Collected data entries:
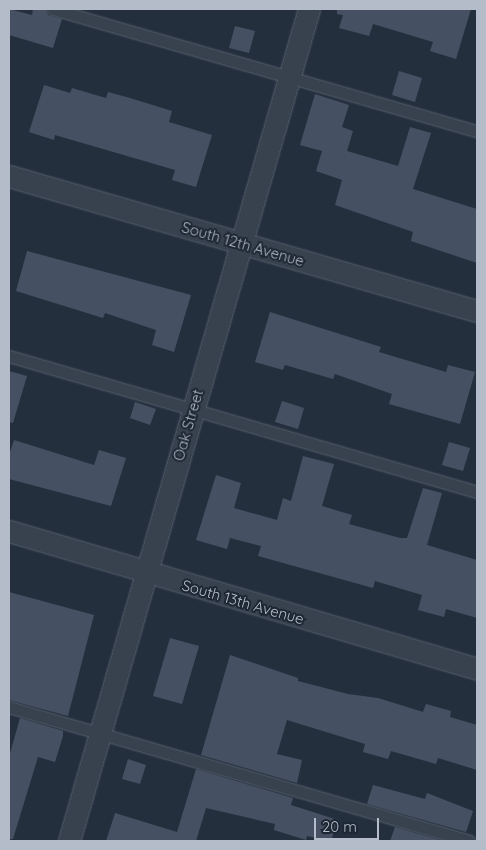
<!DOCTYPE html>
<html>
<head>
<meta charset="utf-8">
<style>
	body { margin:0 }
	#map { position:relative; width:486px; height:850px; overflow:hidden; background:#242f3e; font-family:Quicksand,sans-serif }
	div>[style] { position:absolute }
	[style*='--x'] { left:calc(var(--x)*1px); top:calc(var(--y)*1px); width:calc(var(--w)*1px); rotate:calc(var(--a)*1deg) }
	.building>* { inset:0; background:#455162 }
	.roads { filter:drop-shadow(0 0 1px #565f6c) drop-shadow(0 0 1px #565f6c) }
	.lane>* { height:11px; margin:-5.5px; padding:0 5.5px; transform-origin:5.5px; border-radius:5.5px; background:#38414e }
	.street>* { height:21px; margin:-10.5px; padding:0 10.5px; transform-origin:10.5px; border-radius:10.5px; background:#38414e }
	span { translate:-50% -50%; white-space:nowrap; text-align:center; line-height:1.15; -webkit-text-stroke:4px #1d2633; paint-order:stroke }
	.street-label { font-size:15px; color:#b4bcc9 }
	.frame { position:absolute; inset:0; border:10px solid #b4bcc9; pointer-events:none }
	.scale { position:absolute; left:314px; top:818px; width:65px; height:22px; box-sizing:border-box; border:2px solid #b4bcc9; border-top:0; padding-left:6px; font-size:15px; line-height:18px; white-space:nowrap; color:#b4bcc9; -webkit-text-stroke:4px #1d2633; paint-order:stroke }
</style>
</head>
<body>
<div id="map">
	<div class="building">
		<div style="clip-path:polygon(9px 9px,32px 15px,33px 9px,46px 9px,48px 15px,62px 19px,53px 48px,9px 35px)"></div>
		<div style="clip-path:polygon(337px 9px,471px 9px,456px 59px,430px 51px,433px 42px,373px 24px,369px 36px,339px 28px,343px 15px,337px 14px)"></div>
		<div style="clip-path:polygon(235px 26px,255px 31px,249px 53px,229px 48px)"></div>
		<div style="clip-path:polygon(399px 71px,422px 78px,415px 102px,392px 95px)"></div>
		<div style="clip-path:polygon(44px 85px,70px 93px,72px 88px,106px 98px,108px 92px,130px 98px,172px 111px,169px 122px,212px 135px,196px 187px,172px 180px,175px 170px,55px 135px,54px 140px,29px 132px)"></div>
		<div style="clip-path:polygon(315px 94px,349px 105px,342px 127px,353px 131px,347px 151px,398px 166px,410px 127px,431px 133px,413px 189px,477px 209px,477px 263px,411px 241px,413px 232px,335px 205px,342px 180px,316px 171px,322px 151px,300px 145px)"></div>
		<div style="clip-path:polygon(27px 251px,191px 295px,174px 352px,152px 345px,156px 330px,105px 313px,103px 318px,16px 291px)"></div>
		<div style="clip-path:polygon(270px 312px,381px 347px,379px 352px,446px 372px,448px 365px,475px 372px,460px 424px,389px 404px,392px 394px,335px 374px,333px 379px,285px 365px,283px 370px,255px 362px)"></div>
		<div style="clip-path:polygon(9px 371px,27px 376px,13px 423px,9px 422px)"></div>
		<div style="clip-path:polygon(282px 401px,304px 408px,298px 429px,275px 422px)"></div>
		<div style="clip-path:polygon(135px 402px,156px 409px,150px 425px,130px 418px)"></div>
		<div style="clip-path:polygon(14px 440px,94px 465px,99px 450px,126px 458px,111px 506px,9px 479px,9px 455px)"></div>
		<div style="clip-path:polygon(449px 442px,470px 448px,463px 471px,442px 465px)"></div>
		<div style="clip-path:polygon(303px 456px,334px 464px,322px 506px,352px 515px,349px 524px,400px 538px,407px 538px,423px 488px,442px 493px,427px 545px,477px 560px,477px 618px,446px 609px,444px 617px,418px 610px,422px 595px,375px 581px,373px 588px,258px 556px,261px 546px,230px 538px,227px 549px,196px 540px,216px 475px,241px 483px,234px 508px,277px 520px,283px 498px,291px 501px)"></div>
		<div style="clip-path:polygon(9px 592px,94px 615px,68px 716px,9px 700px)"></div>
		<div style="clip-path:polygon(170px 638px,199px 646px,182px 704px,153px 696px)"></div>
		<div style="clip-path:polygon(230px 655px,298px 678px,298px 681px,348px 694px,378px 698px,423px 712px,426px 704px,451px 711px,450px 717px,477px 725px,477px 770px,438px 758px,436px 764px,391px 751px,388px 759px,363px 752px,365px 744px,287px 720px,277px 754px,302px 760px,297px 783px,201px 755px)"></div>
		<div style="clip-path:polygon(20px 718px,63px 731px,63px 736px,55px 762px,38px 757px,13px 839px,9px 839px,9px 757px)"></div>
		<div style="clip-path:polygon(128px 759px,146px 765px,140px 784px,122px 779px)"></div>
		<div style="clip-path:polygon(196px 769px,293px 798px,291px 805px,338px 820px,331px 841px,307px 836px,306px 840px,274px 830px,275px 824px,206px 808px,196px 841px,106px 841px,115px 813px,177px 832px)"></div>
		<div style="clip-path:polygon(373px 785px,425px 799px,427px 793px,473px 811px,466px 832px,367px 804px)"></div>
		<div style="clip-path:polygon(395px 827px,443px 841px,390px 841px)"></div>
	</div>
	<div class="roads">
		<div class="lane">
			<div style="--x:53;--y:9;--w:441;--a:16.1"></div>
			<div style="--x:9;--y:356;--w:487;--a:16.2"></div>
			<div style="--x:9;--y:707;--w:479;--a:16.2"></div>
		</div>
		<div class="street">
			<div style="--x:9;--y:176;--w:487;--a:16.1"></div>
			<div style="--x:9;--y:531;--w:488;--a:16.4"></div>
			<div style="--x:69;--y:841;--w:866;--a:-73.91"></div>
		</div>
	</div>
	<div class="street-label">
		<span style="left:243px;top:244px;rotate:16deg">South 12th Avenue</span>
		<span style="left:188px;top:425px;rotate:-74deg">Oak Street</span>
		<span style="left:243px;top:602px;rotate:16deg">South 13th Avenue</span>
	</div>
	<div class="frame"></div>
	<div class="scale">20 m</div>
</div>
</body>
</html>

■ Task goal: Would you give the number of lines of the data that include the string "lane"? Nothing else is wanted.

■ Solution: 2